Sure, your messaging might be inconsistent. And that is a problem. Because we do want our messaging to be consistent across our marketing channels.

However, if you’re having performance problems. There’s likely a deeper issue, which is misaligned messaging.

By that I mean, your marketing messaging is not aligned with what your ideal buyers need to hear in order to take action. You haven’t built a strong connection between your products and services and what your buyer or your ideal buyer cares about most – in terms of the problems that they want to solve, or the outcomes or dream states or goals that they want to achieve, or the tasks that they want to complete.

Here’s the thing about consistency.

You can be just as consistent with the right messages as you can with the wrong messages. So the risk of focusing on consistency, if you have a messaging problem, a deeper messaging problem, is that you focus on becoming consistent with messages that aren’t performing well already across your marketing channels.

It’s not going to improve your performance problems. It’s going to create more of them.

Before you focus on consistency, first answer: Do we have the right marketing messages?

Because if you don’t, you want to fix that first.

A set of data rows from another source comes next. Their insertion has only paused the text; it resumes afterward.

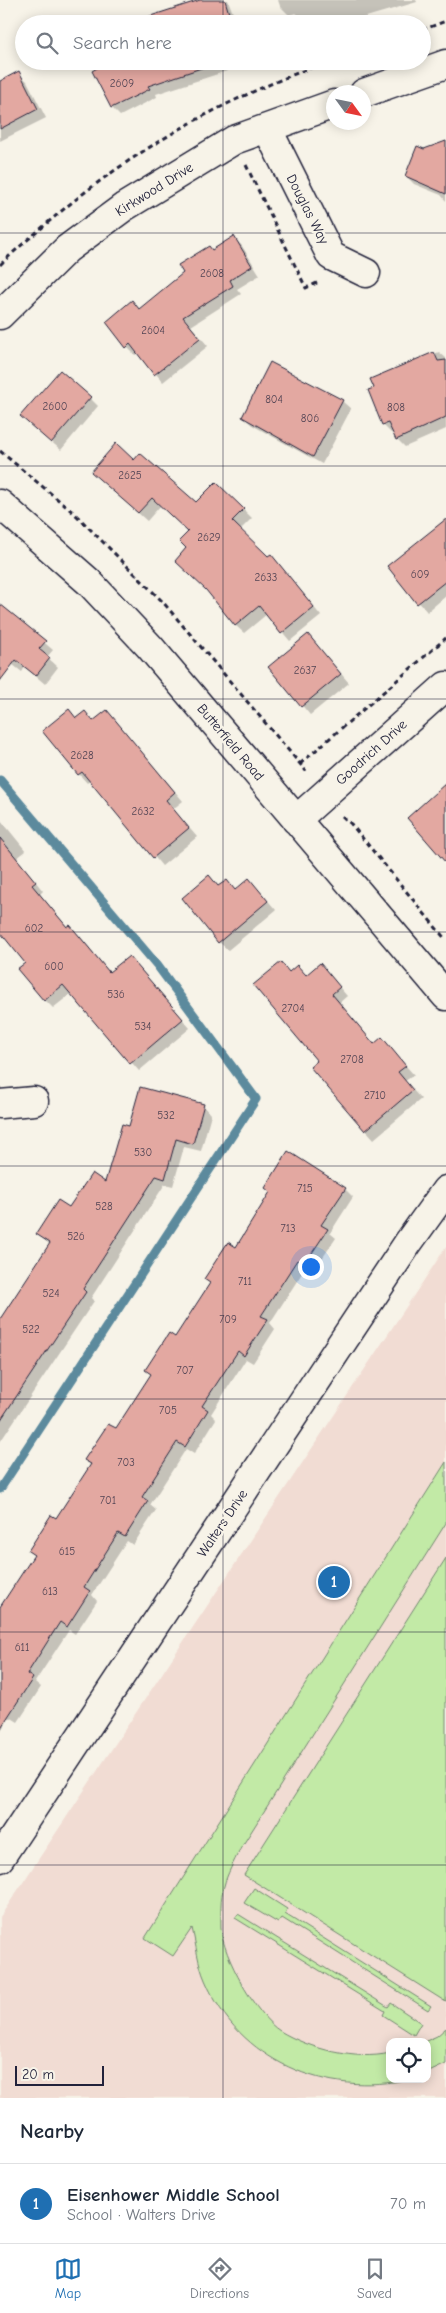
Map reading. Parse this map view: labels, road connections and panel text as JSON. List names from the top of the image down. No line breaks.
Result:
{"streets":{"street":["Kirkwood Drive","Douglas Way","Butterfield Road","Goodrich Drive","Walters Drive"]},"crossings":[["Kirkwood Drive","Douglas Way"],["Butterfield Road","Goodrich Drive"]],"house_numbers":["2609","2608","2604","804","2600","808","806","2625","2629","609","2633","2637","2628","2632","602","600","536","2704","534","2708","2710","532","530","715","528","713","526","711","524","709","522","707","705","703","701","615","613","611"],"scale_bar":"20 m","north":"bottom right","page":{"search":"Search here","pins":"1","scale":"20 m","heading":"Nearby","list":[{"mark":"1","name":"Eisenhower Middle School","note":"School · Walters Drive","value":"70 m"}],"nav":["Map","Directions","Saved"]}}
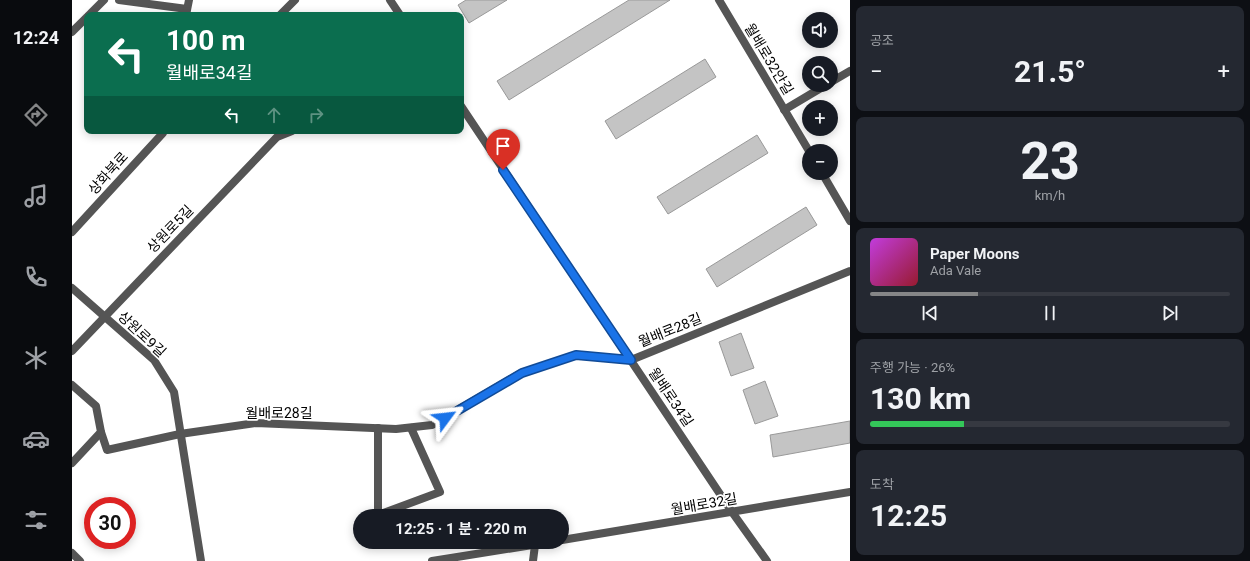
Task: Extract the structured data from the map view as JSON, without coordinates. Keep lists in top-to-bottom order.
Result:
{
  "streets": {
    "street": [
      "월배로32안길",
      "상화북로",
      "상원로5길",
      "월배로28길",
      "상원로9길",
      "월배로34길",
      "월배로32길"
    ]
  },
  "crossings": [
    ["상원로5길", "상원로9길"],
    ["월배로28길", "상원로9길"],
    ["월배로28길", "월배로34길"],
    ["월배로34길", "월배로32길"]
  ],
  "page": {
    "tabs": "12:24",
    "tile": [
      "공조",
      ["23", "km/h"],
      ["주행 가능 · 26%", "130 km"],
      ["도착", "12:25"]
    ],
    "map_buttons": ["+", "−"],
    "turn": ["100 m", "월배로34길"],
    "heat": ["−", "21.5°", "+"],
    "song": ["Paper Moons", "Ada Vale"],
    "limit": "30",
    "trip": "12:25 · 1 분 · 220 m"
  }
}
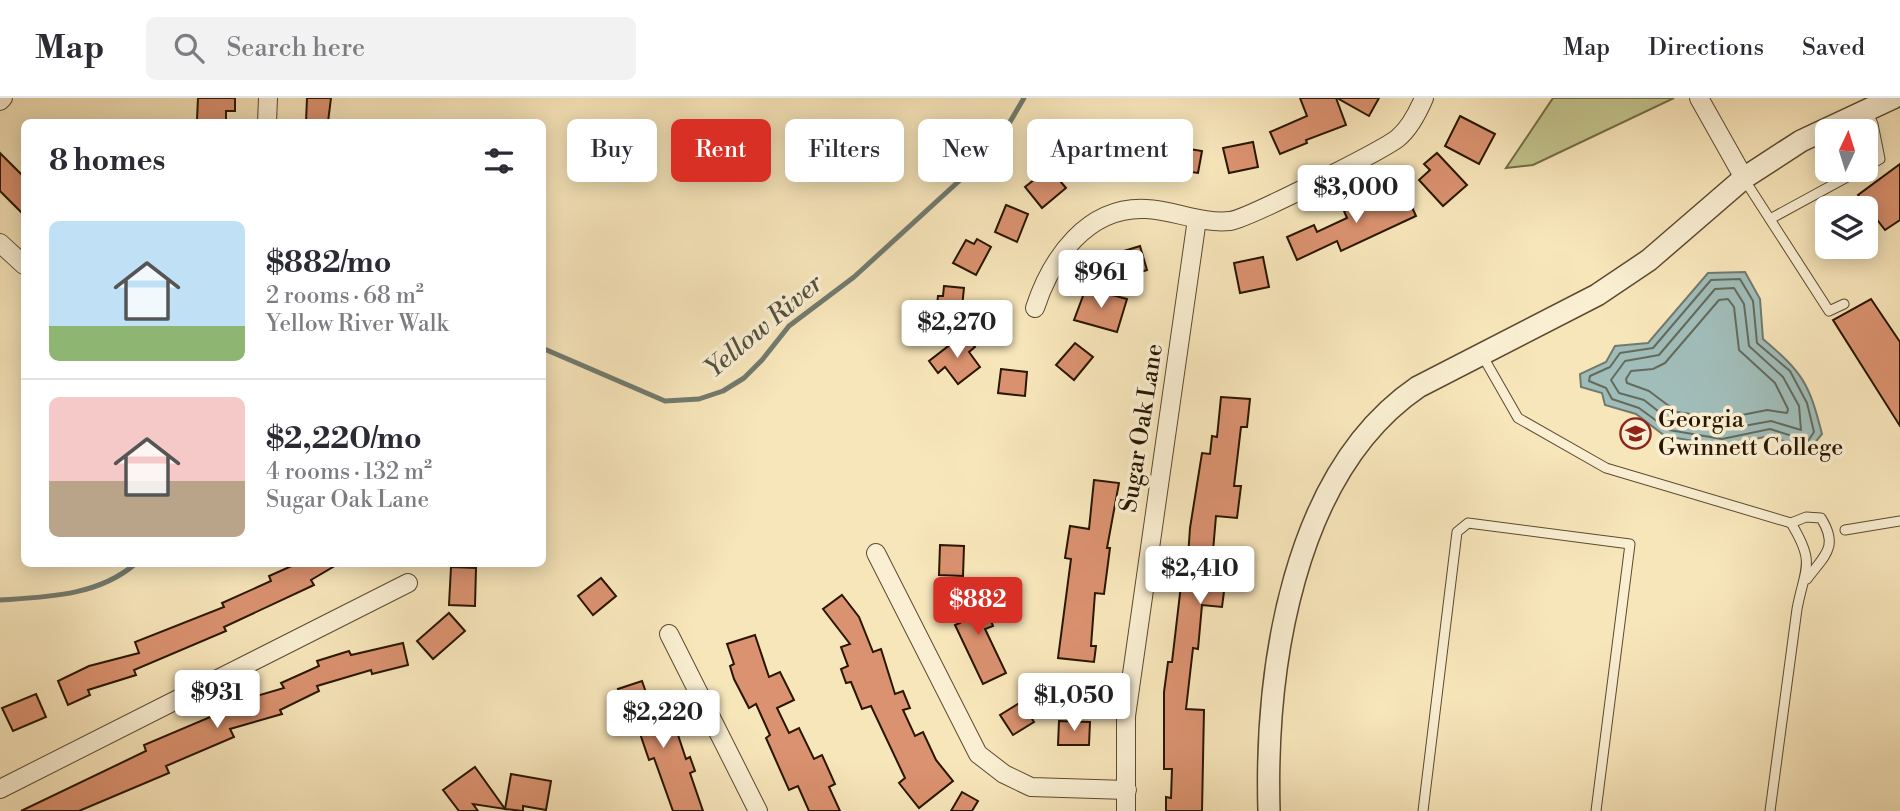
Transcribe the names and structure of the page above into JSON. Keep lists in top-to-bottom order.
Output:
{
  "streets": {
    "street": ["Sugar Oak Lane"]
  },
  "water": ["Yellow River"],
  "places": {
    "school or university": ["Georgia Gwinnett College"]
  },
  "north": "top",
  "page": {
    "header": "Map",
    "search": "Search here",
    "nav": ["Map", "Directions", "Saved"],
    "chip": [
      "Buy",
      "Rent",
      "Filters",
      "New",
      "Apartment"
    ],
    "heading": "8 homes",
    "price": [
      "$3,000",
      "$961",
      "$2,270",
      "$2,410",
      "$882",
      "$931",
      "$1,050",
      "$2,220"
    ],
    "list": [
      {
        "name": "$882/mo",
        "note": "2 rooms · 68 m² · Yellow River Walk"
      },
      {
        "name": "$2,220/mo",
        "note": "4 rooms · 132 m² · Sugar Oak Lane"
      }
    ]
  }
}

Here’s how you go about doing that:

First, you want to either refresh your voice of customer research or actually do some voice of customer research if you’ve never done any before. This helps you figure out what that conversion context is.

You’re looking for details around the problems that they want to solve, the goals… outcomes… dream states that they want to achieve, the tasks that they want to complete, their purchase criteria if they’re more sophisticated, the solutions they’ve already tried, the solutions that have disappointed them, solutions that they’re considering, limiting beliefs they have about anything that relates to the conversion context.

You’re looking for things they like about competitors, things they don’t like about competitors, things that influence them switching from one solution to another, and other details.

Those conversion context details form the foundation of your purchase profile, which is a marketing persona on steroids. It’s a single, ever-evolving document for each persona in your business that captures all the details that influence – either in a positive or negative way – a conversion.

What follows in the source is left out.